Collected data entries
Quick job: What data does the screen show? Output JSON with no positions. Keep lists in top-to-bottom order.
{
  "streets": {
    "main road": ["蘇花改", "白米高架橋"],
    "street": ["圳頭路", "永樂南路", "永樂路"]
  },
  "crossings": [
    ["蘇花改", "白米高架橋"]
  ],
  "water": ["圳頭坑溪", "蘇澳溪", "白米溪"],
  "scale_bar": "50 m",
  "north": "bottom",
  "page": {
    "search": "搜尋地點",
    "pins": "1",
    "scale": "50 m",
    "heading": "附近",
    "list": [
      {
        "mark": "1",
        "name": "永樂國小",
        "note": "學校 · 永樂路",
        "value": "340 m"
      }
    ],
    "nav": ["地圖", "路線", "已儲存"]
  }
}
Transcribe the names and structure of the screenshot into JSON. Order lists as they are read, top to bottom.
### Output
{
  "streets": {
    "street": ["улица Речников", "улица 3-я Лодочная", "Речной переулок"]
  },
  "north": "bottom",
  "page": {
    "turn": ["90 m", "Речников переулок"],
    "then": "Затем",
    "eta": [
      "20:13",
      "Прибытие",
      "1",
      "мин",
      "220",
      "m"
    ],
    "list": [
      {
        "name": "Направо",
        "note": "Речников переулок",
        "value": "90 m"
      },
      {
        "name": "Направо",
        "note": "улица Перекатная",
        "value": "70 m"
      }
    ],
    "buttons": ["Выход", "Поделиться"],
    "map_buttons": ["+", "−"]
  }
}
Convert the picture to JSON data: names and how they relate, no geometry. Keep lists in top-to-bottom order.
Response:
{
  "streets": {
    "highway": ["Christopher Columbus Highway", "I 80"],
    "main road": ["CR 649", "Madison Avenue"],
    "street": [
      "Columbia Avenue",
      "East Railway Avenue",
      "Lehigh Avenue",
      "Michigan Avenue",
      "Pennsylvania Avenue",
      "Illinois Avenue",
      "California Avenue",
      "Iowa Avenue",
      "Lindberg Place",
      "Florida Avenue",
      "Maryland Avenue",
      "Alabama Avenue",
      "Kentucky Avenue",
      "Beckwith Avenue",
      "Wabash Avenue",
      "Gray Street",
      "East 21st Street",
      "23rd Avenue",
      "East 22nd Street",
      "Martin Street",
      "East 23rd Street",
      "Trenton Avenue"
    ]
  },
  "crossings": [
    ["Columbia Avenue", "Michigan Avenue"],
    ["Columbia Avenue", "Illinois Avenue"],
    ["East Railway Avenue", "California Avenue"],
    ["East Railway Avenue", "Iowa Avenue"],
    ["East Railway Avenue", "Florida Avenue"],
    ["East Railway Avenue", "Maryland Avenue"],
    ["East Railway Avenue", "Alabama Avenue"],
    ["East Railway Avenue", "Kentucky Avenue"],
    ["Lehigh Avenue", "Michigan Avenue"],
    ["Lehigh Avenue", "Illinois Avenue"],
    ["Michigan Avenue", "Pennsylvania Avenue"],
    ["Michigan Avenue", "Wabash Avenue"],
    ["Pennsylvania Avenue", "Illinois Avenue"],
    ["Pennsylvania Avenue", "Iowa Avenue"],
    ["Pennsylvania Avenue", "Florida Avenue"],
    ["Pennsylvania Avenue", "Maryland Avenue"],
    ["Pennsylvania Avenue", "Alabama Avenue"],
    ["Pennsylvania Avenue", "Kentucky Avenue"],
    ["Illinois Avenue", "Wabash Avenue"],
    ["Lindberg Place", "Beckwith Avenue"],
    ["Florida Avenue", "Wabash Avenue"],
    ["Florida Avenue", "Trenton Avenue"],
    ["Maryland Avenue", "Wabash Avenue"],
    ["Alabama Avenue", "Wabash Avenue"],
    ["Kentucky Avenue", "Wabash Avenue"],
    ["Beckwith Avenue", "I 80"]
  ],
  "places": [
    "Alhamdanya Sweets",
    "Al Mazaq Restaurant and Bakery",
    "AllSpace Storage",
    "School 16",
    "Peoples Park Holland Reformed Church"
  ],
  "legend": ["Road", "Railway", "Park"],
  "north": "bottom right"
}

• Task: Your task is to transcribe each record faithfully and in full.

• Problem solution:
Quick job: What data does the screen show? Output JSON with no positions. Keep lists in top-to-bottom order.
{
  "streets": {
    "main road": ["蘇花改", "白米高架橋"],
    "street": ["圳頭路", "永樂南路", "永樂路"]
  },
  "crossings": [
    ["蘇花改", "白米高架橋"]
  ],
  "water": ["圳頭坑溪", "蘇澳溪", "白米溪"],
  "scale_bar": "50 m",
  "north": "bottom",
  "page": {
    "search": "搜尋地點",
    "pins": "1",
    "scale": "50 m",
    "heading": "附近",
    "list": [
      {
        "mark": "1",
        "name": "永樂國小",
        "note": "學校 · 永樂路",
        "value": "340 m"
      }
    ],
    "nav": ["地圖", "路線", "已儲存"]
  }
}
Transcribe the names and structure of the screenshot into JSON. Order lists as they are read, top to bottom.
### Output
{
  "streets": {
    "street": ["улица Речников", "улица 3-я Лодочная", "Речной переулок"]
  },
  "north": "bottom",
  "page": {
    "turn": ["90 m", "Речников переулок"],
    "then": "Затем",
    "eta": [
      "20:13",
      "Прибытие",
      "1",
      "мин",
      "220",
      "m"
    ],
    "list": [
      {
        "name": "Направо",
        "note": "Речников переулок",
        "value": "90 m"
      },
      {
        "name": "Направо",
        "note": "улица Перекатная",
        "value": "70 m"
      }
    ],
    "buttons": ["Выход", "Поделиться"],
    "map_buttons": ["+", "−"]
  }
}
Convert the picture to JSON data: names and how they relate, no geometry. Keep lists in top-to-bottom order.
Response:
{
  "streets": {
    "highway": ["Christopher Columbus Highway", "I 80"],
    "main road": ["CR 649", "Madison Avenue"],
    "street": [
      "Columbia Avenue",
      "East Railway Avenue",
      "Lehigh Avenue",
      "Michigan Avenue",
      "Pennsylvania Avenue",
      "Illinois Avenue",
      "California Avenue",
      "Iowa Avenue",
      "Lindberg Place",
      "Florida Avenue",
      "Maryland Avenue",
      "Alabama Avenue",
      "Kentucky Avenue",
      "Beckwith Avenue",
      "Wabash Avenue",
      "Gray Street",
      "East 21st Street",
      "23rd Avenue",
      "East 22nd Street",
      "Martin Street",
      "East 23rd Street",
      "Trenton Avenue"
    ]
  },
  "crossings": [
    ["Columbia Avenue", "Michigan Avenue"],
    ["Columbia Avenue", "Illinois Avenue"],
    ["East Railway Avenue", "California Avenue"],
    ["East Railway Avenue", "Iowa Avenue"],
    ["East Railway Avenue", "Florida Avenue"],
    ["East Railway Avenue", "Maryland Avenue"],
    ["East Railway Avenue", "Alabama Avenue"],
    ["East Railway Avenue", "Kentucky Avenue"],
    ["Lehigh Avenue", "Michigan Avenue"],
    ["Lehigh Avenue", "Illinois Avenue"],
    ["Michigan Avenue", "Pennsylvania Avenue"],
    ["Michigan Avenue", "Wabash Avenue"],
    ["Pennsylvania Avenue", "Illinois Avenue"],
    ["Pennsylvania Avenue", "Iowa Avenue"],
    ["Pennsylvania Avenue", "Florida Avenue"],
    ["Pennsylvania Avenue", "Maryland Avenue"],
    ["Pennsylvania Avenue", "Alabama Avenue"],
    ["Pennsylvania Avenue", "Kentucky Avenue"],
    ["Illinois Avenue", "Wabash Avenue"],
    ["Lindberg Place", "Beckwith Avenue"],
    ["Florida Avenue", "Wabash Avenue"],
    ["Florida Avenue", "Trenton Avenue"],
    ["Maryland Avenue", "Wabash Avenue"],
    ["Alabama Avenue", "Wabash Avenue"],
    ["Kentucky Avenue", "Wabash Avenue"],
    ["Beckwith Avenue", "I 80"]
  ],
  "places": [
    "Alhamdanya Sweets",
    "Al Mazaq Restaurant and Bakery",
    "AllSpace Storage",
    "School 16",
    "Peoples Park Holland Reformed Church"
  ],
  "legend": ["Road", "Railway", "Park"],
  "north": "bottom right"
}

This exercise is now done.